The challenge faced by sales leaders in the current environment is that the need for sales force development has never been greater (big changes happening in the seller’s world), while the traditional way of driving sales force development (through classroom trainings) has become impossible.
This situation accelerates the companies’ adoption of digital & virtual ways to drive required sales force development and emphasizes the importance of sales managers, acting as “boots on the ground”, through mentoring & coaching of their sales team members.
Companies will find that the shift results not only in cost savings from lowered investments in time (and travel)-consuming classroom training, but also a more effective way to drive capability development, where learning & development become a more integrated part of the sales professional’s daily work.
A shift that will stick, even as meeting and travel restrictions evidently will lift, with a new imperative for global sales force development:
1. Development investments from large one-off expenses (Sales Transformation projects) to long-term infrastructure building (Sales Academy)
2. From low frequency long-format classroom training to high frequency bite-sized learning sessions
3. Marketing plays a key role in developing & driving development of sales excellence
1. Sales force development investments from sales transformations to sales academy building
Key take-away: As the cost and resource requirements of building and operating company specific sales academies drop, sales leaders should shift development investments from one-off sales transformations to long-term capability development through academy building.
sFor many years, global sales force development in B2B companies followed a remarkably similar pattern:
1. Company X defines their “way of selling”, with associated sales process, tools, capability requirements etc., often on the back of a chosen sales methodology, (Challenger, SPIN, Solution Selling etc.)
2. Transformation towards Company X way of selling initiated by gathering salespeople and commercial leaders in regional kick-off events, with less focus on actual capability development and more focus on creating a burning platform for change and compelling vision for the future.
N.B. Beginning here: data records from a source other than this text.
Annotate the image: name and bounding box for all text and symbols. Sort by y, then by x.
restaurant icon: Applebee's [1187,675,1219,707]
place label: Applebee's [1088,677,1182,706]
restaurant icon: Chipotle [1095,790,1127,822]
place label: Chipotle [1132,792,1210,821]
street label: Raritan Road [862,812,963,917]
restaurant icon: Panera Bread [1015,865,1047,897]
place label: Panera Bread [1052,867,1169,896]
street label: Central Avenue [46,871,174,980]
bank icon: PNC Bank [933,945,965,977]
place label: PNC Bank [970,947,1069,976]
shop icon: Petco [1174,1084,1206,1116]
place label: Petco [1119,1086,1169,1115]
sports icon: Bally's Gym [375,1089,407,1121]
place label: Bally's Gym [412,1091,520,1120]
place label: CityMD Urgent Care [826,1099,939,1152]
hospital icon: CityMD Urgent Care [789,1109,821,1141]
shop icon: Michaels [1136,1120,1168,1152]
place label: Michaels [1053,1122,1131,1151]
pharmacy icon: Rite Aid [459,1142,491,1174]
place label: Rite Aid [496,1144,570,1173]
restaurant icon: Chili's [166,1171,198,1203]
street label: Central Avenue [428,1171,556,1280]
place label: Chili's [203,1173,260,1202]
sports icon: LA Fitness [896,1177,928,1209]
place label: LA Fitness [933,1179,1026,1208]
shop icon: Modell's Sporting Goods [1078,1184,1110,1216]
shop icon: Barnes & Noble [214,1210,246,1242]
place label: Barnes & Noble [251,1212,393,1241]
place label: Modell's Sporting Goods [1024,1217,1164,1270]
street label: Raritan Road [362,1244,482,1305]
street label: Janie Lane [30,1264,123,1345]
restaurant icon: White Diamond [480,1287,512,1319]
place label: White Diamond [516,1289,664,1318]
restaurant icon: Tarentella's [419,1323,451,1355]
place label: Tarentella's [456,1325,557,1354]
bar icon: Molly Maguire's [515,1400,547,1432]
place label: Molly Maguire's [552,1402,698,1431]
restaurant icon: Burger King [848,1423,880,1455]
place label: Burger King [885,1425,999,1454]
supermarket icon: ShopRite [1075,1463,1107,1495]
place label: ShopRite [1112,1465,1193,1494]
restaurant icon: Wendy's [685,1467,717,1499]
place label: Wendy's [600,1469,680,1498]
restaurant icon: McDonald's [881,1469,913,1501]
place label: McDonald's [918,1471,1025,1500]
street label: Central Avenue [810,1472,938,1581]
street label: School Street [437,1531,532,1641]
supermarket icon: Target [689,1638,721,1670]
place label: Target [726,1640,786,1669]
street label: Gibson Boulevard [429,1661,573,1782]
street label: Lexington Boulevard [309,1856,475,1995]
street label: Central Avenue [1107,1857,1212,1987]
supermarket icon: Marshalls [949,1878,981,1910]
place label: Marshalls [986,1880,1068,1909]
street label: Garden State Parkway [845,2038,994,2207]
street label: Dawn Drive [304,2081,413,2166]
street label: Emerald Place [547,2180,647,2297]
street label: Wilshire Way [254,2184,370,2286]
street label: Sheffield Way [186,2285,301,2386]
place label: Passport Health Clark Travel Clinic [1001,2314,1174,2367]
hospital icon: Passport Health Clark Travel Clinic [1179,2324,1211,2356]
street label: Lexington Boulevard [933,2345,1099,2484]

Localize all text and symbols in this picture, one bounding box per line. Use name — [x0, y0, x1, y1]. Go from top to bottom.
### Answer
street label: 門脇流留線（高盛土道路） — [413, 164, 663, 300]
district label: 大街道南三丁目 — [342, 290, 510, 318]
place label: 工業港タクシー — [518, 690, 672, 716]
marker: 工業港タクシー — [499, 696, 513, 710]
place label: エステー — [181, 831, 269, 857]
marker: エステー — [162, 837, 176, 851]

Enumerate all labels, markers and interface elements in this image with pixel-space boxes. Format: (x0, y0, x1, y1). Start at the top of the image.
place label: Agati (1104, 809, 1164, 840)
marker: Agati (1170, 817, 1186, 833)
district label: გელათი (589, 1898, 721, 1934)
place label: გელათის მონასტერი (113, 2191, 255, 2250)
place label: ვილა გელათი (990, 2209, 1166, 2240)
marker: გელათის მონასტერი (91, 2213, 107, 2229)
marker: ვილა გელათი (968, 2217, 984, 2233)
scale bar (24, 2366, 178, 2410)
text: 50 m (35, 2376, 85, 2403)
Sales leadership is involved in design and execution to ensure ownership.
3. 2-3 day classroom training sessions conducted in each market by expert facilitator, teaching the different elements of Company X way of selling to local salespeople. Focus on capability development.
4. A selection of anchoring activities used based on company needs and willingness to invest (sales manager training, co-visits, coaching, competitions, brush-up sessions etc.)
The model worked well from the global executive perspective:
– Easy to buy: Select methodology vendor and tailor to create “Company X way of selling”
– Easy to roll-out: Regional kick-offs with local market classroom training for capability development
– One-off item: No recurring costs added to P&L
Although the model may show initial results from adoption of new behavior it comes with three major flaws.
1. As the sales force changes due to people joining and leaving the company, learning and behavior from the development initiative disappears over time
2. As the sales force splits into two types of sellers (consultative & transactional) due to changes in B2B buying, ONE company way of selling becomes less relevant
3. As sales force requirements change due to changes in the company and its customers, so too does the development needs of the salespeople
To overcome these things, companies need to treat sales force development less as a one-off expense for a change initiative conducted every few years and focus more on building infrastructure for continued sales development (Sales Academy).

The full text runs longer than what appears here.